__YOUR ASSIGNMENT__: Print every entry below again. Nothing may differ from the original.

%%

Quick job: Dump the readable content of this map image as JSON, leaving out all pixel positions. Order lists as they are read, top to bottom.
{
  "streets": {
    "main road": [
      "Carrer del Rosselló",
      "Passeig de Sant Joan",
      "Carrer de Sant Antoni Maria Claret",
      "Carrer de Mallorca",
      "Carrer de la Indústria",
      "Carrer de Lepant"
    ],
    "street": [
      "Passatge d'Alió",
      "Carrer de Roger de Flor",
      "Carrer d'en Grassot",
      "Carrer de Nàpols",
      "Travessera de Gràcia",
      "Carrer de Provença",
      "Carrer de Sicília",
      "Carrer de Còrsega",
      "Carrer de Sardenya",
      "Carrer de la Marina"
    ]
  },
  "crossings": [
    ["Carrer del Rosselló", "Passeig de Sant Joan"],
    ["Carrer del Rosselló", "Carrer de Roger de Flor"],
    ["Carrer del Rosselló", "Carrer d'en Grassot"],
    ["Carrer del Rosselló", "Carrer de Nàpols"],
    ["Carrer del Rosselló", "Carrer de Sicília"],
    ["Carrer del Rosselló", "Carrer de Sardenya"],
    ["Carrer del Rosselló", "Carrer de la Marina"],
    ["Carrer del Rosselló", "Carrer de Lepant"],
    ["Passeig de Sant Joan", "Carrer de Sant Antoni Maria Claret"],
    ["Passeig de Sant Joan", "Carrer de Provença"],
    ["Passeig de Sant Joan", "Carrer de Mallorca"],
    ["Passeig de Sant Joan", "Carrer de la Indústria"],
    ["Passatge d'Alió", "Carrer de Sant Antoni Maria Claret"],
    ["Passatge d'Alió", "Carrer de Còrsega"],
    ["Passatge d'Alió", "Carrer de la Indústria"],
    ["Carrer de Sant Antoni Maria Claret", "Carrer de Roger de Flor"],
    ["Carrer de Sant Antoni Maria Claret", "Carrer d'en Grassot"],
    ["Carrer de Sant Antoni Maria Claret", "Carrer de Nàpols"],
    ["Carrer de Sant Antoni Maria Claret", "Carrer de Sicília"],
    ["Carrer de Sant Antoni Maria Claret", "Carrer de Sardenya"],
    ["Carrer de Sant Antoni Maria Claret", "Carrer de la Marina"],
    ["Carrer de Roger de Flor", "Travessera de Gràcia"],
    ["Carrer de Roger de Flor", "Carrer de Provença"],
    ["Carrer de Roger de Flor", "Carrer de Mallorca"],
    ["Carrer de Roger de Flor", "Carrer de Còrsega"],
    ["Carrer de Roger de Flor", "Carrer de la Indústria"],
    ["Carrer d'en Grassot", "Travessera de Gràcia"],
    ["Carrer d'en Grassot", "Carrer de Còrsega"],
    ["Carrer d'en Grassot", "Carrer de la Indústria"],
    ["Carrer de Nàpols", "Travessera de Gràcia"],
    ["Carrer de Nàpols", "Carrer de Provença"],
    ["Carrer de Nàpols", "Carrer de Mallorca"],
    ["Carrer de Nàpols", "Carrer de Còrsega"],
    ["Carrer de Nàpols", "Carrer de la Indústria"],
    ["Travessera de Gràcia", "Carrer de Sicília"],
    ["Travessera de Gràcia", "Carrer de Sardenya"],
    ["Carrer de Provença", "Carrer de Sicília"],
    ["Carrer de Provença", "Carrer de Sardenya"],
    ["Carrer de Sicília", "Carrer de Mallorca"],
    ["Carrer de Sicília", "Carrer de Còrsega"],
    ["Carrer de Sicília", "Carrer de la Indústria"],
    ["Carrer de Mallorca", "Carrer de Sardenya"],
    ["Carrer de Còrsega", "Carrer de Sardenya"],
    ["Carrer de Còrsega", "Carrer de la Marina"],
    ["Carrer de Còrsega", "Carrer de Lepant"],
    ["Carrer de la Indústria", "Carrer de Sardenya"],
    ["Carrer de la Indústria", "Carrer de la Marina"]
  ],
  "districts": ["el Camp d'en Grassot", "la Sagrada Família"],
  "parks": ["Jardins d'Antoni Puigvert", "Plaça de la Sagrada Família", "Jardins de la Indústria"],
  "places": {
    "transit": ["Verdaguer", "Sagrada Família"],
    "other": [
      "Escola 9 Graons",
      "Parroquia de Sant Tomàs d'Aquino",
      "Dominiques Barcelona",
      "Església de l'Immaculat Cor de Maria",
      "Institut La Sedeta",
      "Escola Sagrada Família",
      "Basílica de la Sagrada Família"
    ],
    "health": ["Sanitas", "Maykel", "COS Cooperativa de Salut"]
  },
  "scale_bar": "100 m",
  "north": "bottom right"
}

%%

__RESULT FOR THIS TASK__:
Quick job: Dump the readable content of this map image as JSON, leaving out all pixel positions. Order lists as they are read, top to bottom.
{
  "streets": {
    "main road": [
      "Carrer del Rosselló",
      "Passeig de Sant Joan",
      "Carrer de Sant Antoni Maria Claret",
      "Carrer de Mallorca",
      "Carrer de la Indústria",
      "Carrer de Lepant"
    ],
    "street": [
      "Passatge d'Alió",
      "Carrer de Roger de Flor",
      "Carrer d'en Grassot",
      "Carrer de Nàpols",
      "Travessera de Gràcia",
      "Carrer de Provença",
      "Carrer de Sicília",
      "Carrer de Còrsega",
      "Carrer de Sardenya",
      "Carrer de la Marina"
    ]
  },
  "crossings": [
    ["Carrer del Rosselló", "Passeig de Sant Joan"],
    ["Carrer del Rosselló", "Carrer de Roger de Flor"],
    ["Carrer del Rosselló", "Carrer d'en Grassot"],
    ["Carrer del Rosselló", "Carrer de Nàpols"],
    ["Carrer del Rosselló", "Carrer de Sicília"],
    ["Carrer del Rosselló", "Carrer de Sardenya"],
    ["Carrer del Rosselló", "Carrer de la Marina"],
    ["Carrer del Rosselló", "Carrer de Lepant"],
    ["Passeig de Sant Joan", "Carrer de Sant Antoni Maria Claret"],
    ["Passeig de Sant Joan", "Carrer de Provença"],
    ["Passeig de Sant Joan", "Carrer de Mallorca"],
    ["Passeig de Sant Joan", "Carrer de la Indústria"],
    ["Passatge d'Alió", "Carrer de Sant Antoni Maria Claret"],
    ["Passatge d'Alió", "Carrer de Còrsega"],
    ["Passatge d'Alió", "Carrer de la Indústria"],
    ["Carrer de Sant Antoni Maria Claret", "Carrer de Roger de Flor"],
    ["Carrer de Sant Antoni Maria Claret", "Carrer d'en Grassot"],
    ["Carrer de Sant Antoni Maria Claret", "Carrer de Nàpols"],
    ["Carrer de Sant Antoni Maria Claret", "Carrer de Sicília"],
    ["Carrer de Sant Antoni Maria Claret", "Carrer de Sardenya"],
    ["Carrer de Sant Antoni Maria Claret", "Carrer de la Marina"],
    ["Carrer de Roger de Flor", "Travessera de Gràcia"],
    ["Carrer de Roger de Flor", "Carrer de Provença"],
    ["Carrer de Roger de Flor", "Carrer de Mallorca"],
    ["Carrer de Roger de Flor", "Carrer de Còrsega"],
    ["Carrer de Roger de Flor", "Carrer de la Indústria"],
    ["Carrer d'en Grassot", "Travessera de Gràcia"],
    ["Carrer d'en Grassot", "Carrer de Còrsega"],
    ["Carrer d'en Grassot", "Carrer de la Indústria"],
    ["Carrer de Nàpols", "Travessera de Gràcia"],
    ["Carrer de Nàpols", "Carrer de Provença"],
    ["Carrer de Nàpols", "Carrer de Mallorca"],
    ["Carrer de Nàpols", "Carrer de Còrsega"],
    ["Carrer de Nàpols", "Carrer de la Indústria"],
    ["Travessera de Gràcia", "Carrer de Sicília"],
    ["Travessera de Gràcia", "Carrer de Sardenya"],
    ["Carrer de Provença", "Carrer de Sicília"],
    ["Carrer de Provença", "Carrer de Sardenya"],
    ["Carrer de Sicília", "Carrer de Mallorca"],
    ["Carrer de Sicília", "Carrer de Còrsega"],
    ["Carrer de Sicília", "Carrer de la Indústria"],
    ["Carrer de Mallorca", "Carrer de Sardenya"],
    ["Carrer de Còrsega", "Carrer de Sardenya"],
    ["Carrer de Còrsega", "Carrer de la Marina"],
    ["Carrer de Còrsega", "Carrer de Lepant"],
    ["Carrer de la Indústria", "Carrer de Sardenya"],
    ["Carrer de la Indústria", "Carrer de la Marina"]
  ],
  "districts": ["el Camp d'en Grassot", "la Sagrada Família"],
  "parks": ["Jardins d'Antoni Puigvert", "Plaça de la Sagrada Família", "Jardins de la Indústria"],
  "places": {
    "transit": ["Verdaguer", "Sagrada Família"],
    "other": [
      "Escola 9 Graons",
      "Parroquia de Sant Tomàs d'Aquino",
      "Dominiques Barcelona",
      "Església de l'Immaculat Cor de Maria",
      "Institut La Sedeta",
      "Escola Sagrada Família",
      "Basílica de la Sagrada Família"
    ],
    "health": ["Sanitas", "Maykel", "COS Cooperativa de Salut"]
  },
  "scale_bar": "100 m",
  "north": "bottom right"
}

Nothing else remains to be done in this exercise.